Continuums, Data, Being: Mists and Shadows · RMIT · Semester 1, 2025
Tide House:
Gathering of Waters
Tide House is a ritual bathhouse on the banks of the Birrarung, conceived as the final project of the Continuums, Data, Being: Mists and Shadows studio. It begins from a civic provocation: the city has grown smart but sterile, immersed in digital rivers yet emotionally parched. Melbourne, the so-called most liveable city, faces its own quiet crisis as technology embeds deeper into daily life and the cultural rhythms of the Wurundjeri people are drowned beneath a wave of technological alienation.
The building responds by being two things at once: a piece of public infrastructure that cleans the river, and a sanctum that cleans the self. Polluted water from the Birrarung enters a floating wetland of Water Hyacinth, Common Rush, Water Ribbons, Salt Marsh Rush, Native Azolla and Jointed Twigrush. Heavy metals and nitrates are absorbed by the roots. The water passes through layered gravel beds, is heated by solar collectors, and delivered into the pools. The infrastructure is not hidden in basements. It is the spatial sequence.
The roof moves overhead as a three-layered wave, resting on a grove of tree-form columns. Beneath it: three communal baths, a sauna, a swimming pool, the hyacinth reserve, the gravel filtration field, changing rooms. Water is visible at every step. So is the cycle of ceremony, gathering, and release that gave the project its subtitle.
Hyacinth Echoes
The project takes its narrative from a short manifesto we wrote titled Hyacinth Echoes: Reclaiming Yarra through Ritual and Regeneration. Its argument: data streams endlessly while cultural memory falters. Urban expansion has frayed the connection between community and Country. The bathhouse is a rejection of urban homogeneity, technological numbness and ecological neglect. It repositions the river not as a resource to exploit but as a living partner in communal and cultural renewal.

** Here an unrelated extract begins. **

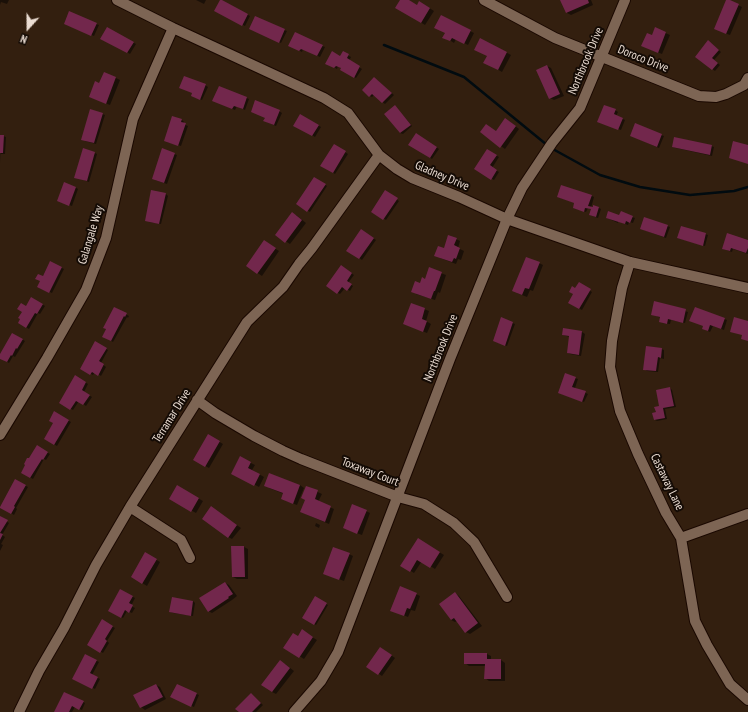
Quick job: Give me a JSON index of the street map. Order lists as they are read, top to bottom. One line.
{"streets":{"street":["Doroco Drive","Northbrook Drive","Gladney Drive","Galangale Way","Terramar Drive","Toxaway Court","Castaway Lane"]},"crossings":[["Doroco Drive","Northbrook Drive"],["Northbrook Drive","Gladney Drive"],["Northbrook Drive","Toxaway Court"],["Gladney Drive","Galangale Way"],["Gladney Drive","Terramar Drive"],["Gladney Drive","Castaway Lane"],["Terramar Drive","Toxaway Court"]],"north":"bottom"}
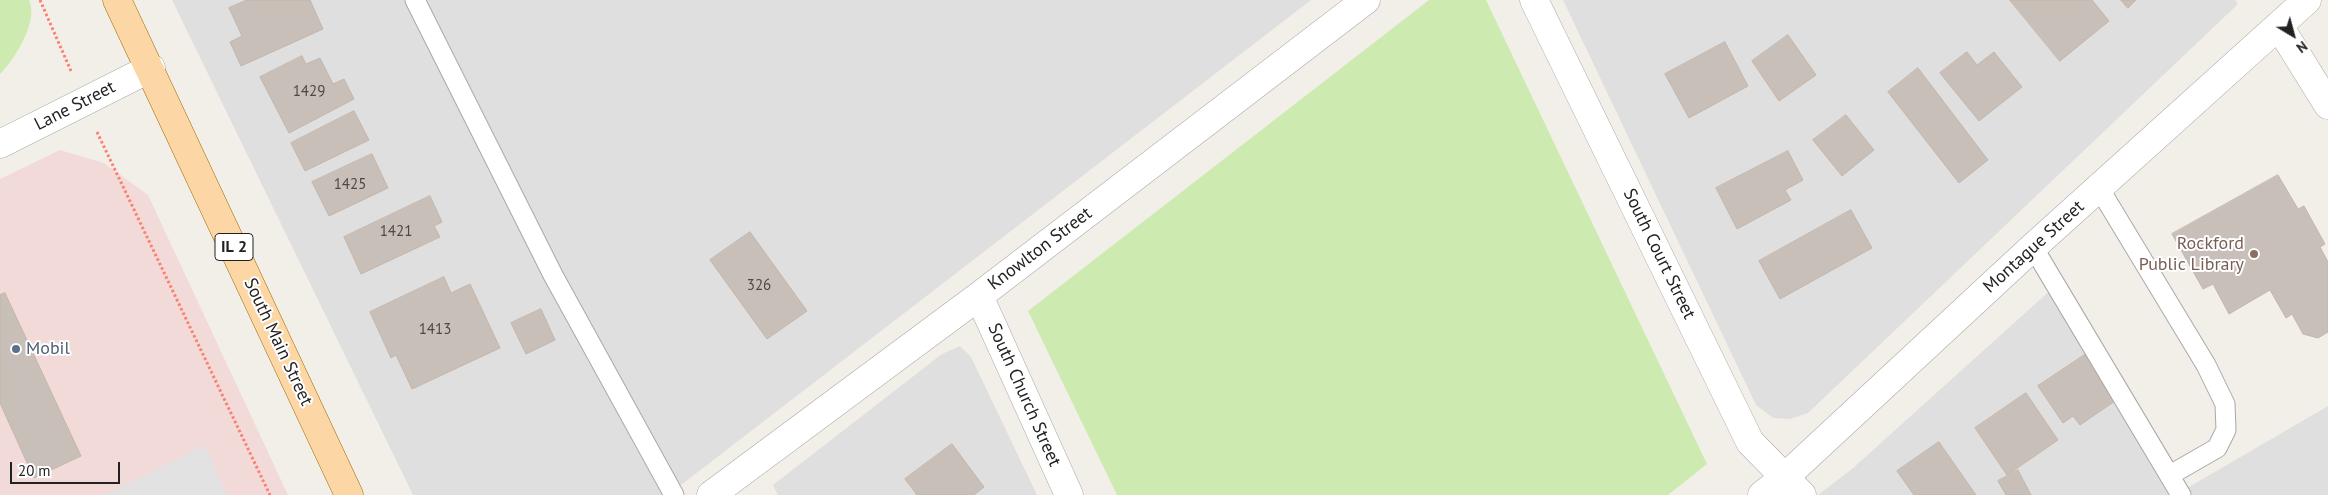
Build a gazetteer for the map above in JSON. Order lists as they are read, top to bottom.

Tradition here is structural, not ornamental. Circular pools echo the geometry of Yarning Circles. Corridors hold the rhythm of ceremonial pathways. Indigenous plant species drive the filtration cycle. The building does not sit on Country; it tries to be of it.
The Water System
Water Hyacinth (Eichhornia crassipes) is one of the most effective aquatic phytoremediators known. It absorbs lead, cadmium, mercury, nitrates and phosphates through roots and leaves, stimulates rhizospheric microbes that degrade organic pollutants, and when pyrolysed produces biochar that can be used for further water purification. A floating wetland of hyacinth sits at the river edge of the site, paired with common rush, water ribbons, salt marsh rush and native azolla across layered stages.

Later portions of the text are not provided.